[Start of Attachment]
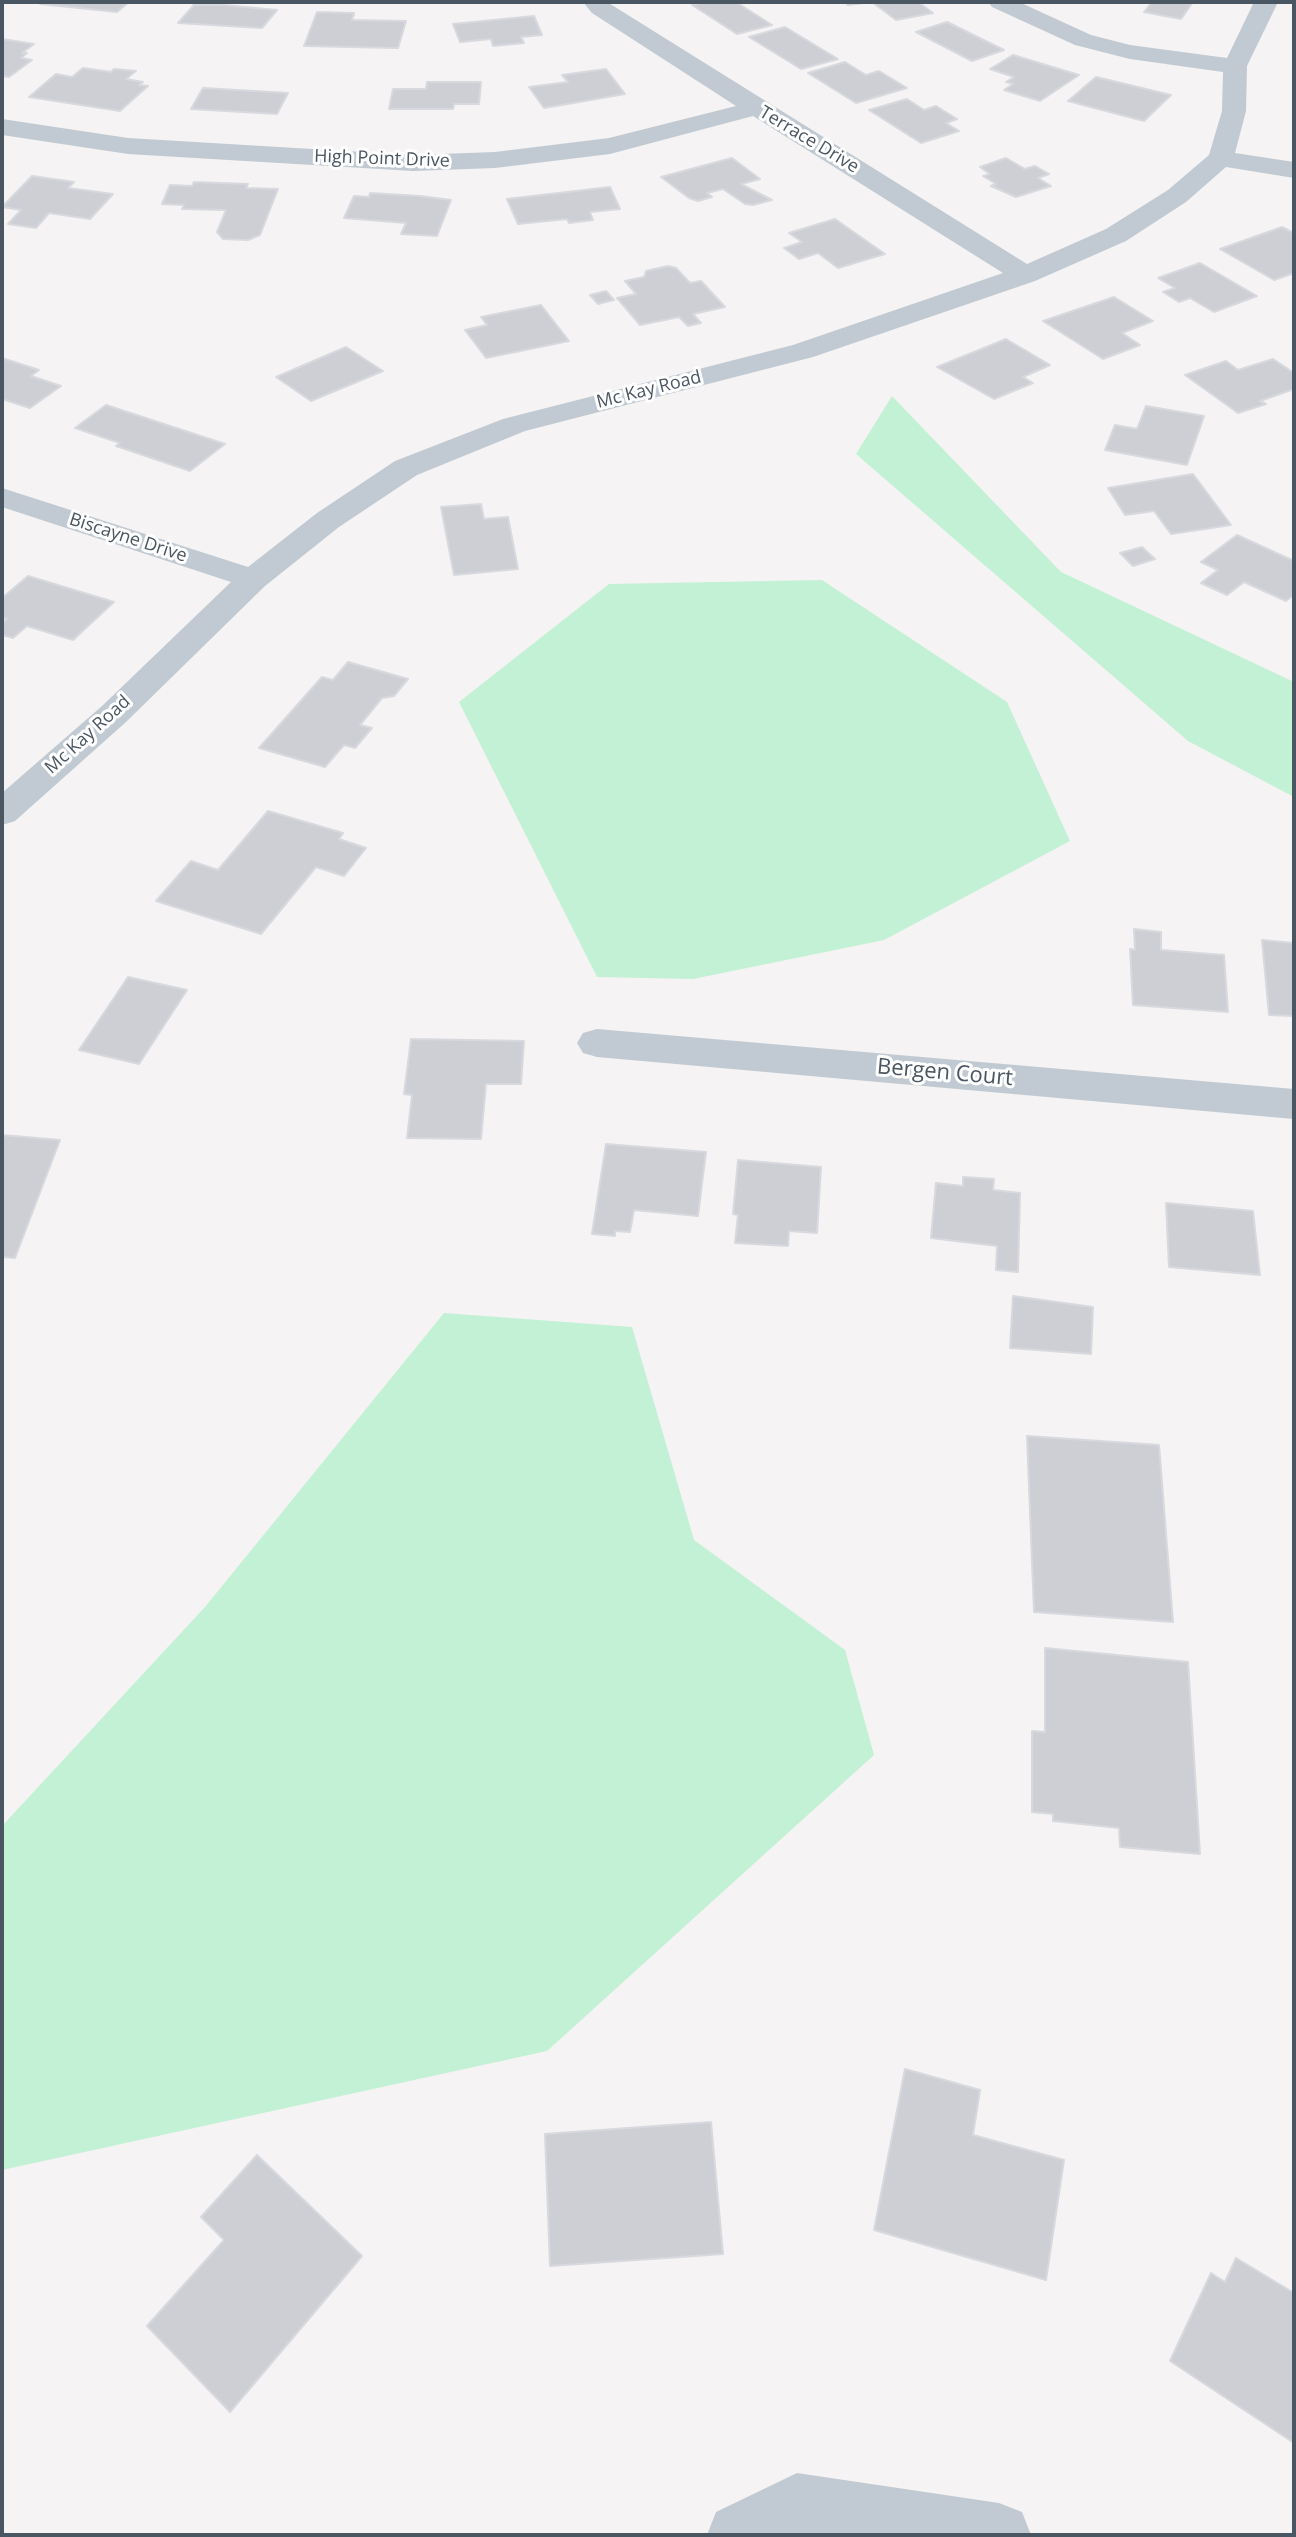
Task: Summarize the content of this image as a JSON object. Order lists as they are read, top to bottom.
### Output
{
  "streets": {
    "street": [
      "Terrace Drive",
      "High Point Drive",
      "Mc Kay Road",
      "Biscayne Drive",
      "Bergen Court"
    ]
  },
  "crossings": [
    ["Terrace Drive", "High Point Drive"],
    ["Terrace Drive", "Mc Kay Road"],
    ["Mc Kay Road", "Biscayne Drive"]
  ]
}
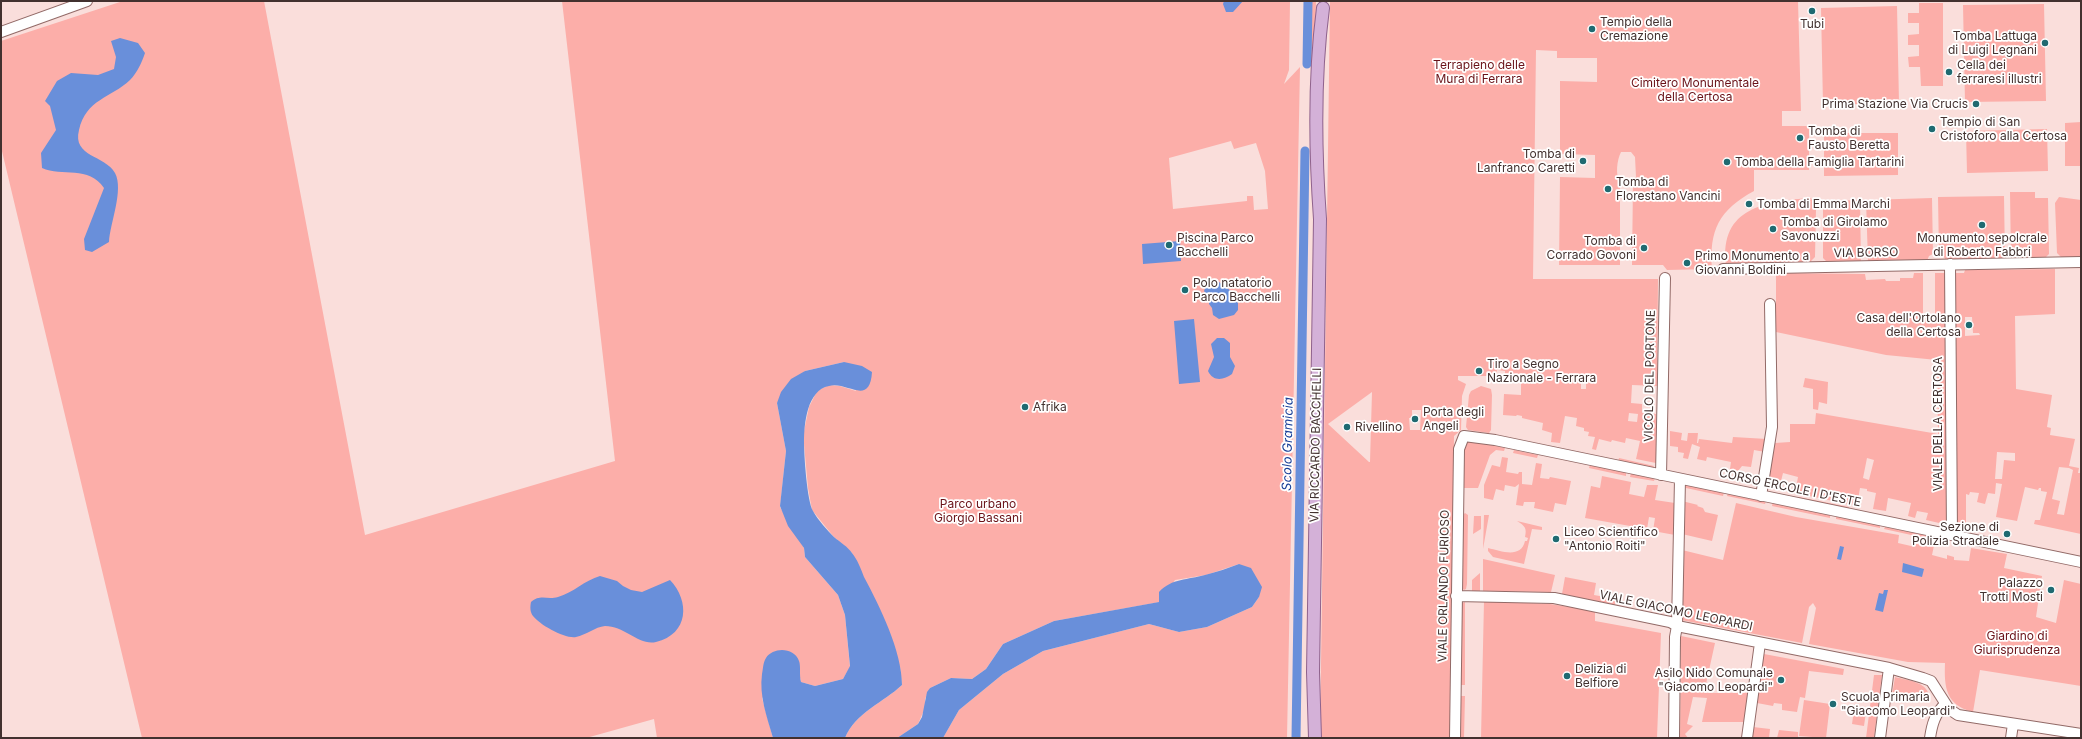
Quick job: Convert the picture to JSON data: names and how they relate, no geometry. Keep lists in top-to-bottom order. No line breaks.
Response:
[End of Attachment]
[Start of Attachment]
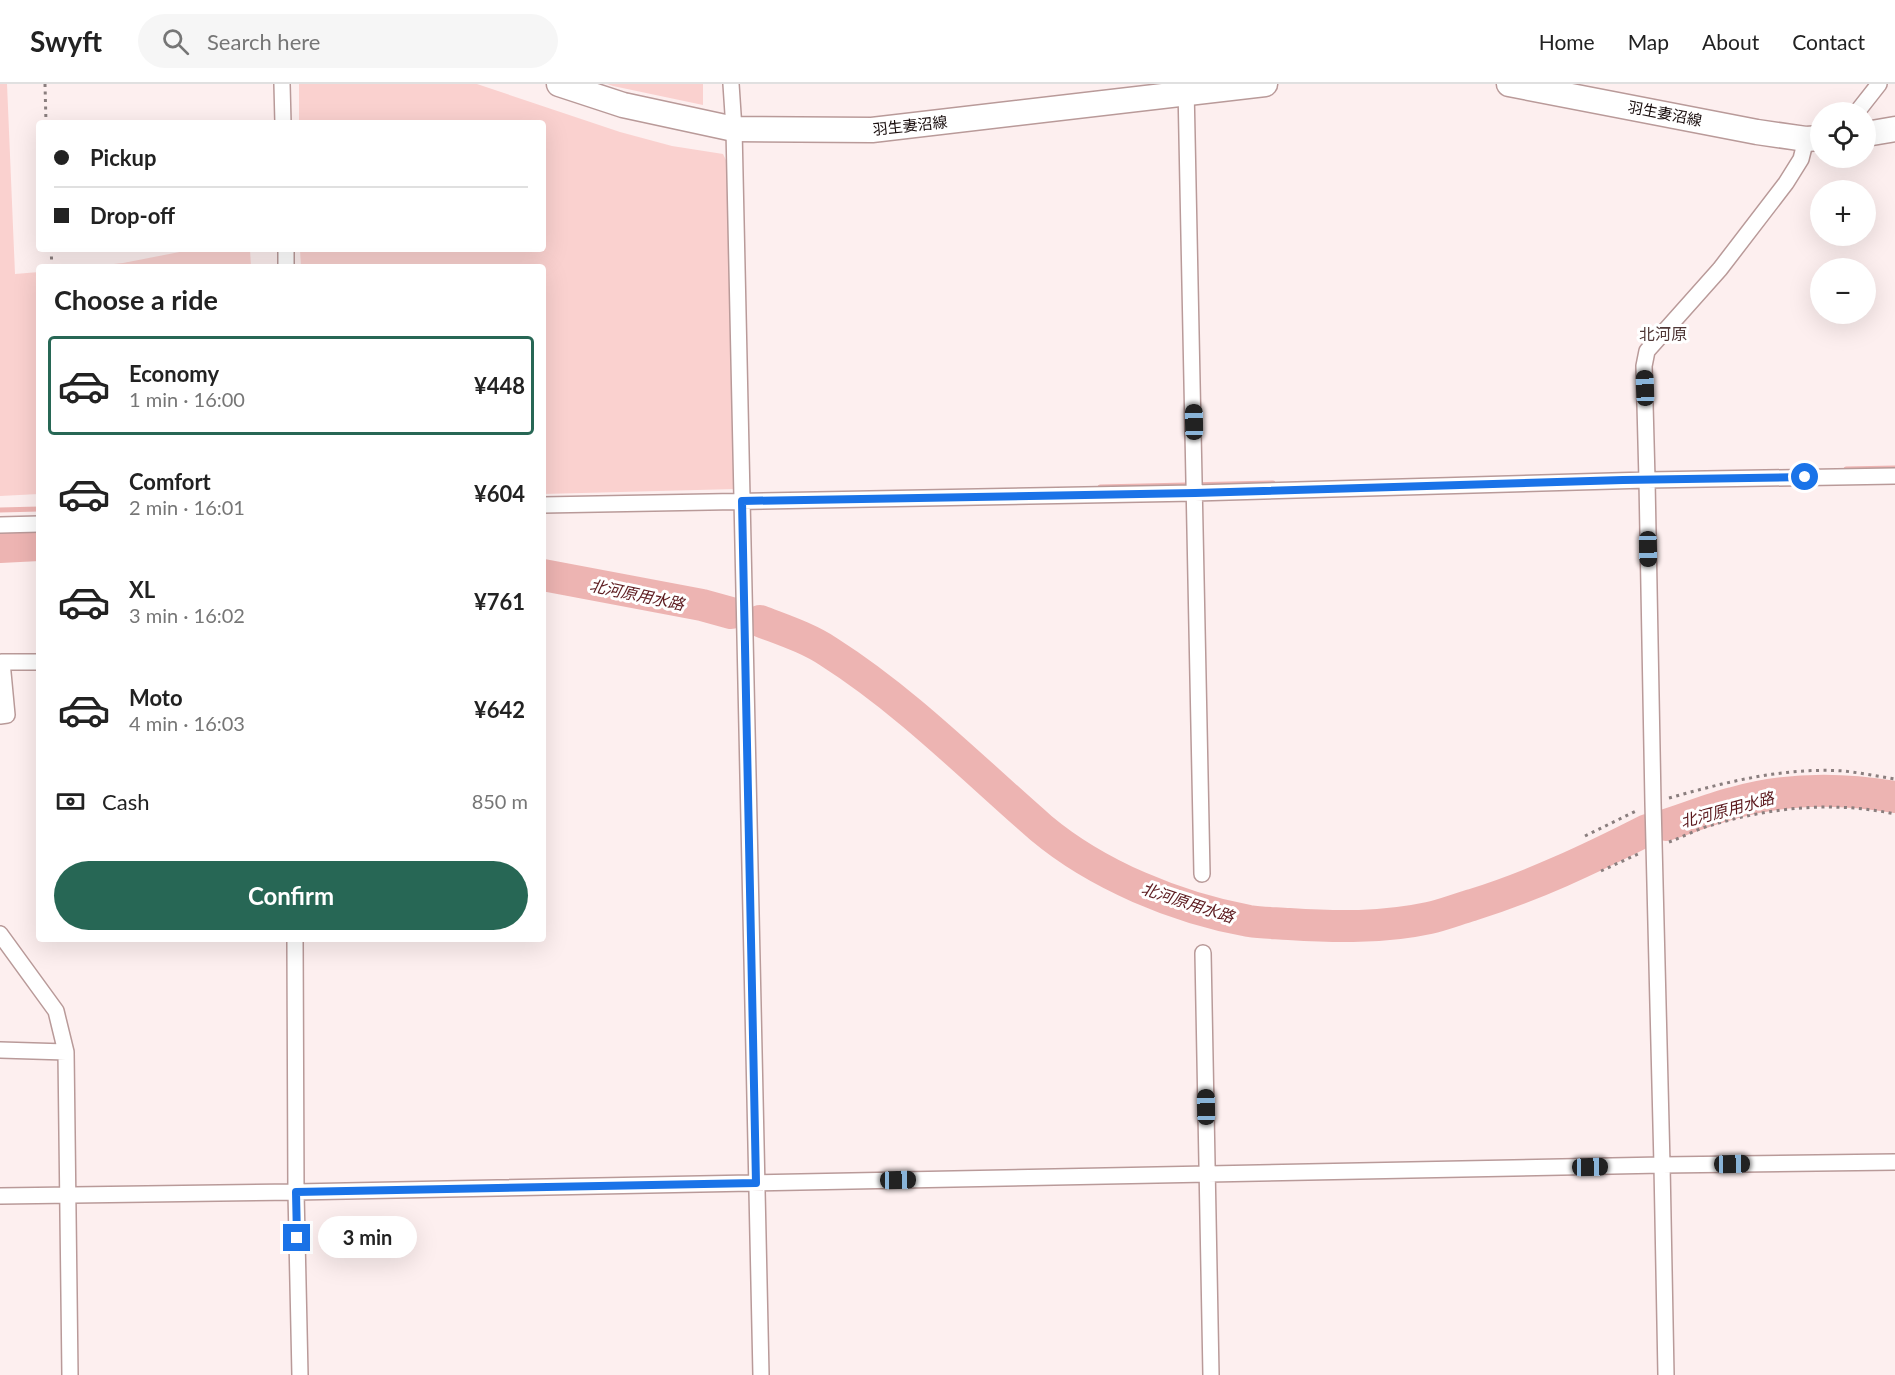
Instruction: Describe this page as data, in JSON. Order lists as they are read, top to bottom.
[End of Attachment]
About this task: The reply should hold only how many lines in the material include the word "read".

Answer space: 2